Remark: I tried also to change CoreVID & multiplier on ThrottleStop, without OC. I face the same situation.
Thanks for your support.


----------



## ShrimpBrime (Nov 18, 2022)

It's 228x14 = 3200mhz.
928mhz is the memory frequency. 
The bios is locked and the power delivery isn't meant for overclocking.

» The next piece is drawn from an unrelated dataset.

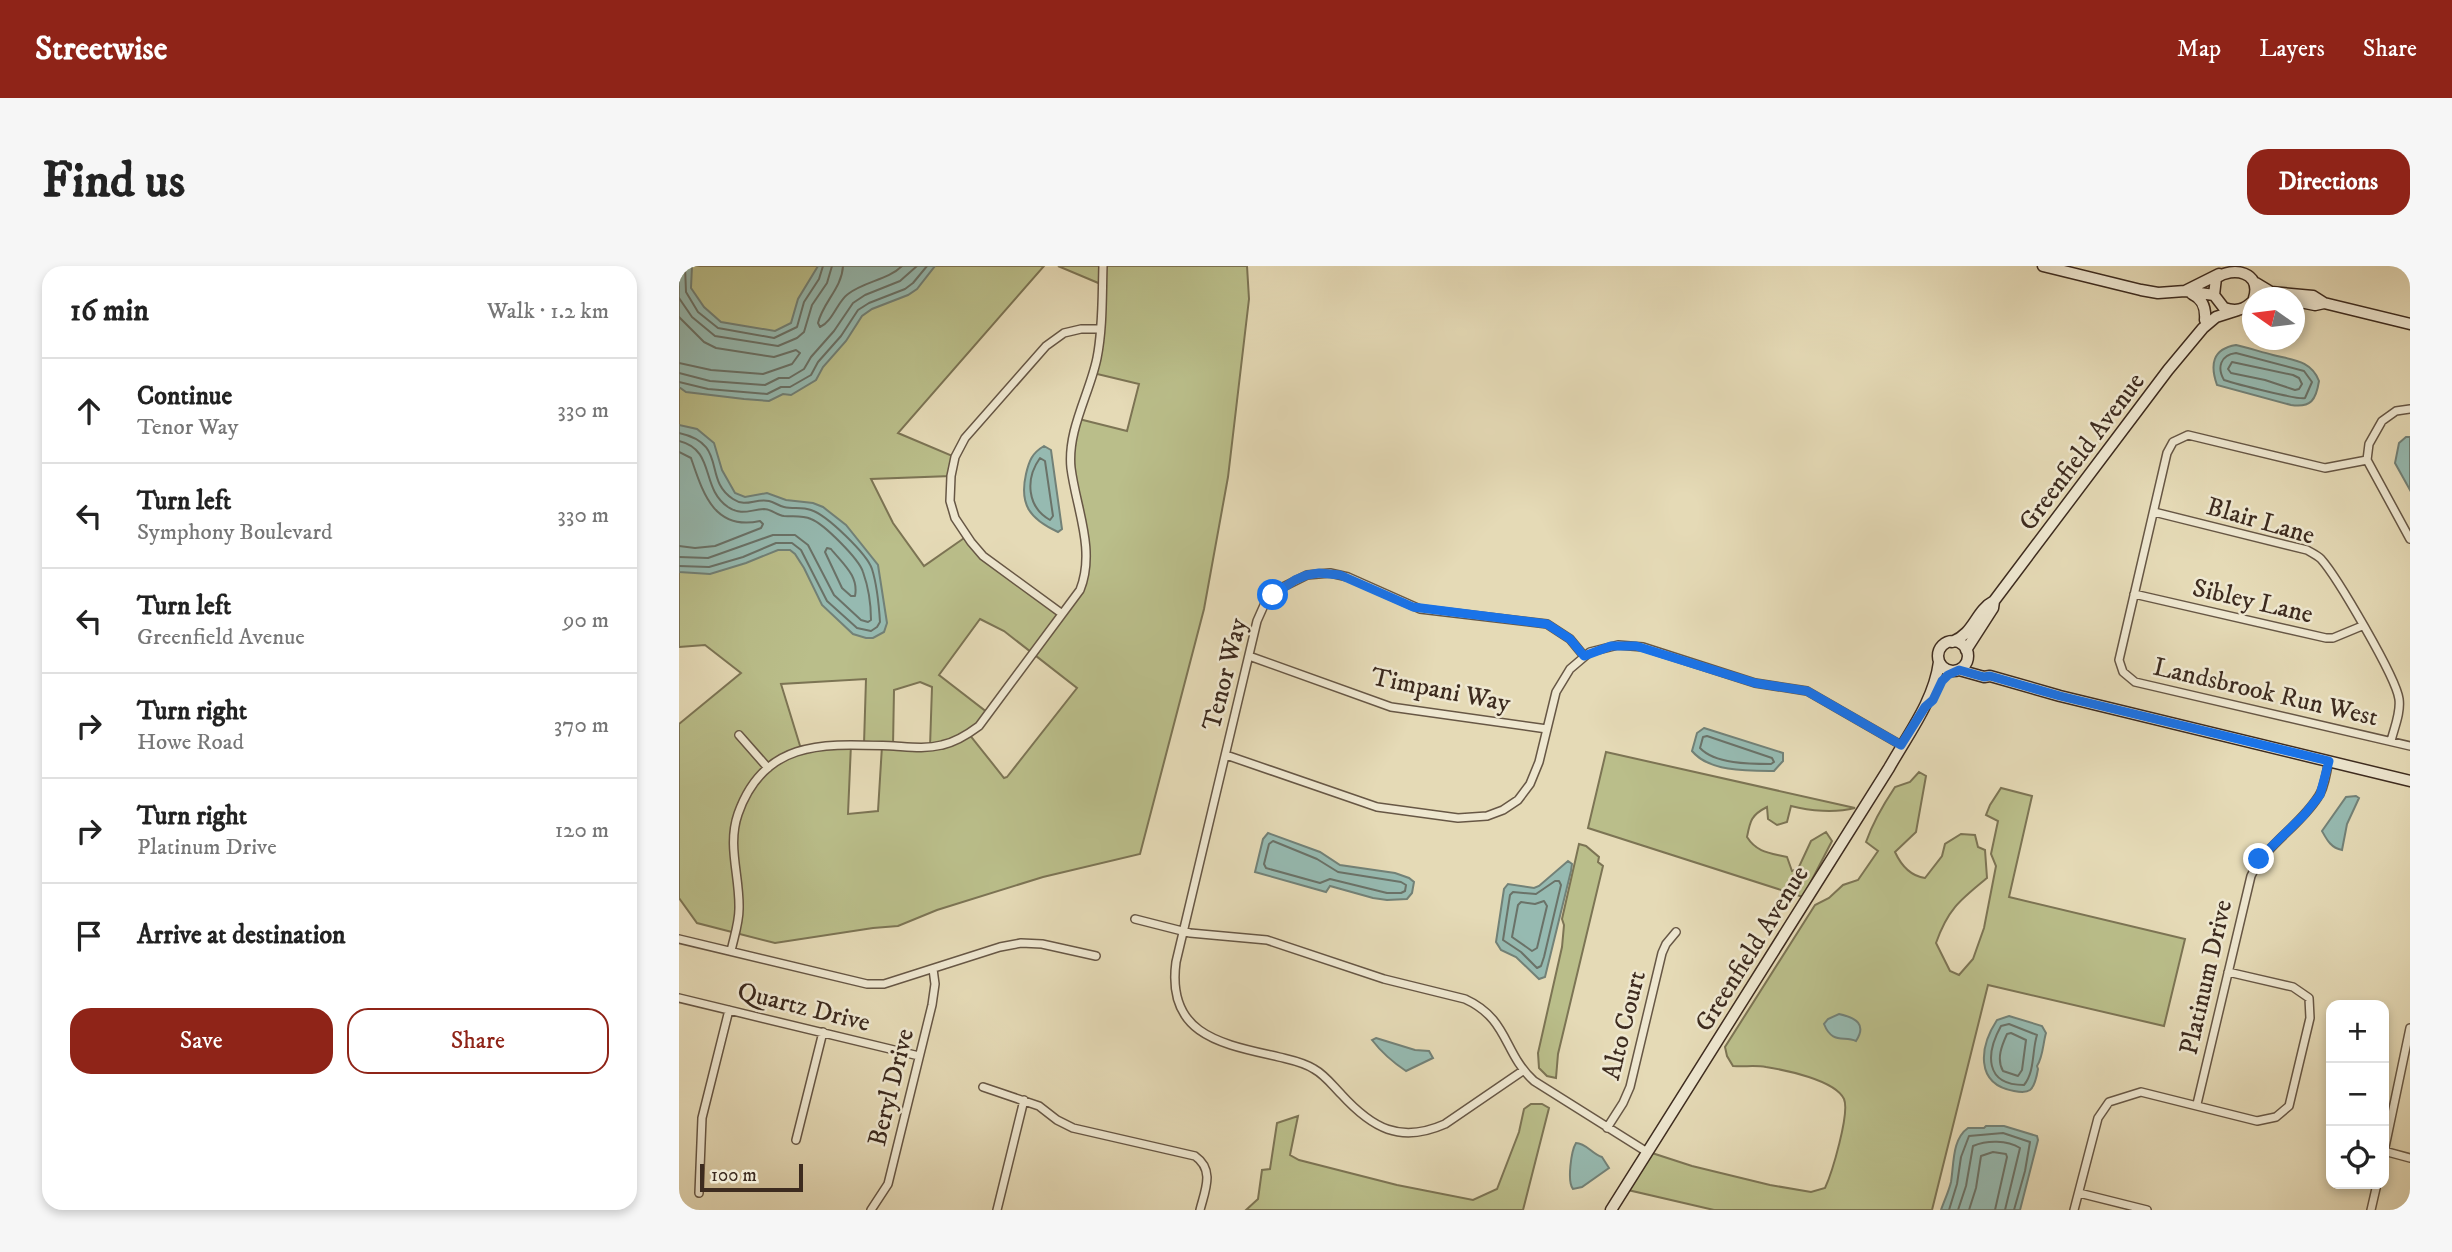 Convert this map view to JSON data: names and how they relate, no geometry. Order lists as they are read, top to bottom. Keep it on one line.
{"streets":{"main road":["Greenfield Avenue"],"street":["Blair Lane","Sibley Lane","Tenor Way","Timpani Way","Landsbrook Run West","Platinum Drive","Quartz Drive","Alto Court","Beryl Drive"]},"crossings":[["Blair Lane","Sibley Lane"],["Blair Lane","Landsbrook Run West"],["Sibley Lane","Landsbrook Run West"],["Tenor Way","Timpani Way"],["Quartz Drive","Beryl Drive"]],"scale_bar":"100 m","north":"left","page":{"header":"Streetwise","nav":["Map","Layers","Share"],"buttons":["Directions",["Save","Share"]],"title":"Find us","heading":["16 min","Walk · 1.2 km"],"list":[["Continue","Tenor Way","330 m"],["Turn left","Symphony Boulevard","330 m"],["Turn left","Greenfield Avenue","90 m"],["Turn right","Howe Road","370 m"],["Turn right","Platinum Drive","120 m"],"Arrive at destination"],"map_buttons":["+","−"],"scale":"100 m"}} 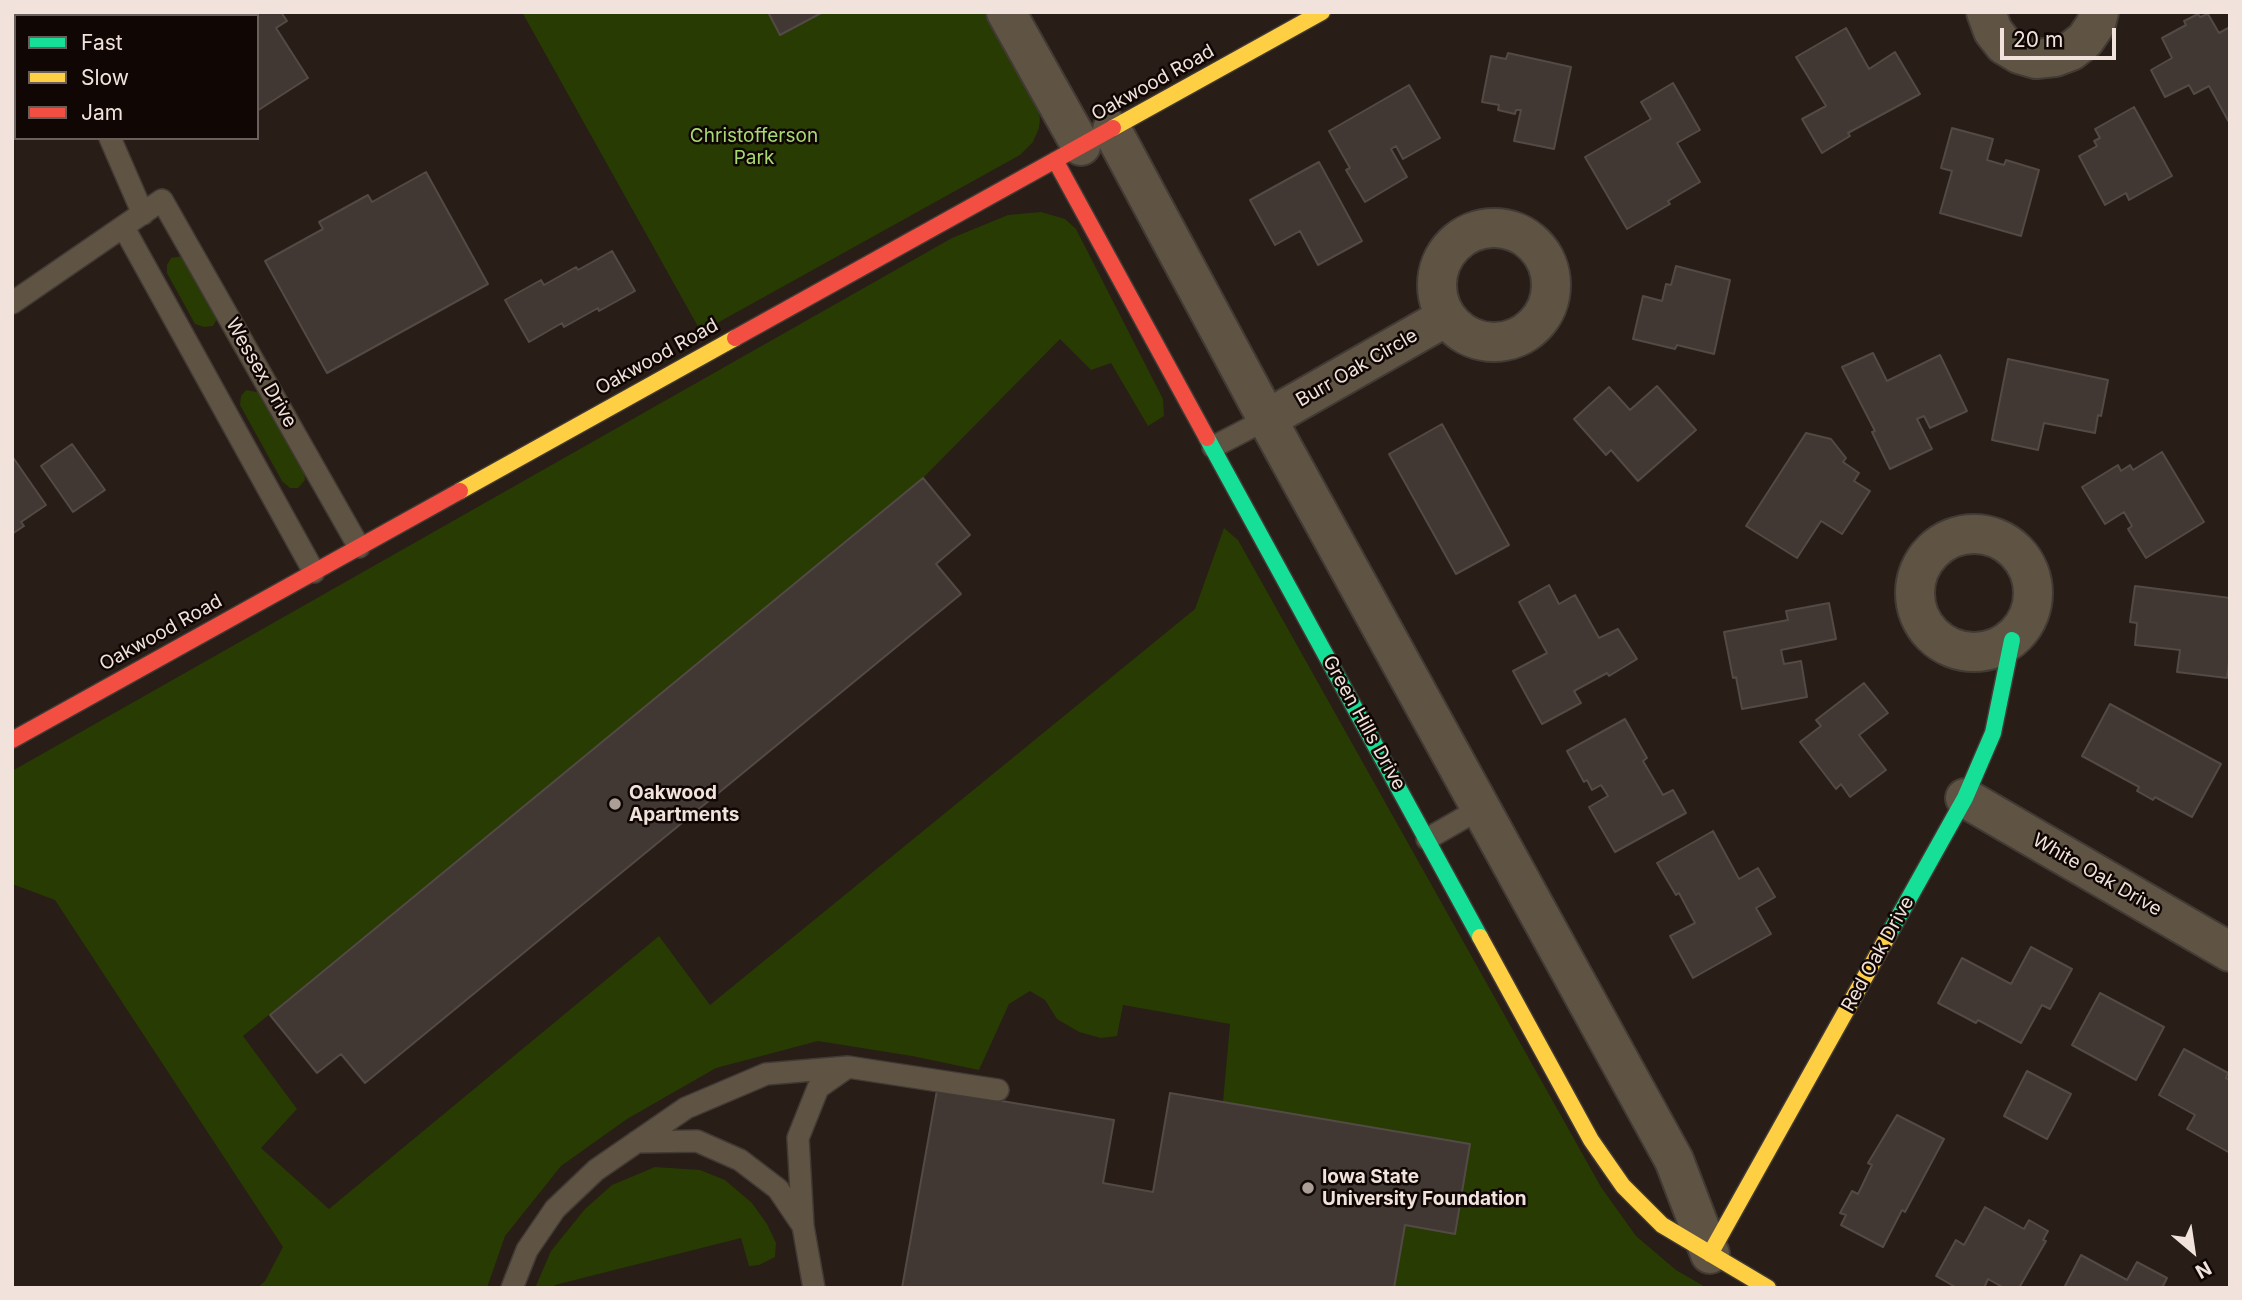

You should look for a desktop board that has the desired features for proper overclocking these processors. Then you will have more fun.


----------



## matoeltoto (Nov 18, 2022)

Hi ShrimpBrime, thanks for your feedback.
I agree with you: from BIOS, available parameters for OC are “limited”.
For this main reason, I was thinking to use a “third external program” as ThrottleStop, considering also that the X9000 CPU was an “unlocked CPU-free multiplier CPU”
So, in this case,
- Does it exist a way "to force", to increase CPU multiplier and/or CoreVID using “ThrottleStop”, on a “Intel X9000 - CPU” in despite that these 2 parameters are not proposed in BIOS?
- Does anyone have more experience to OC the X9000 using ThrottleStop?
Thanks


----------



## ShrimpBrime (Nov 18, 2022)

If the setting isn't in bios, it won't be available in software generally to increase the vcore and multiplier.

There's no software I am aware of to magically unlock v-core adjustment that isn't available in bios.

The only thing you might try is BSEL mod the cpu for higher FSB, but that won't get you any more overclock without v-core.

P5B motherboard will allow 1.55 v-core. Maybe find one to purchase and overclock with.


----------



## unclewebb (Nov 18, 2022)

To Unlock the maximum multiplier and maximum VID you have to press the UNLK button.

Once unlocked, if you want to go back to the default maximums, you need to press the Reset button.

Can you try using ThrottleStop 9.5? This should still work. No access to any Core 2 Duo Extreme hardware so I have not tested this feature for years.

Newer versions have a box in the Options window that needs to be checked to Disable Chipset Throttle. This does the same thing as checking Chipset Clock Modulation and setting this to 100.0%.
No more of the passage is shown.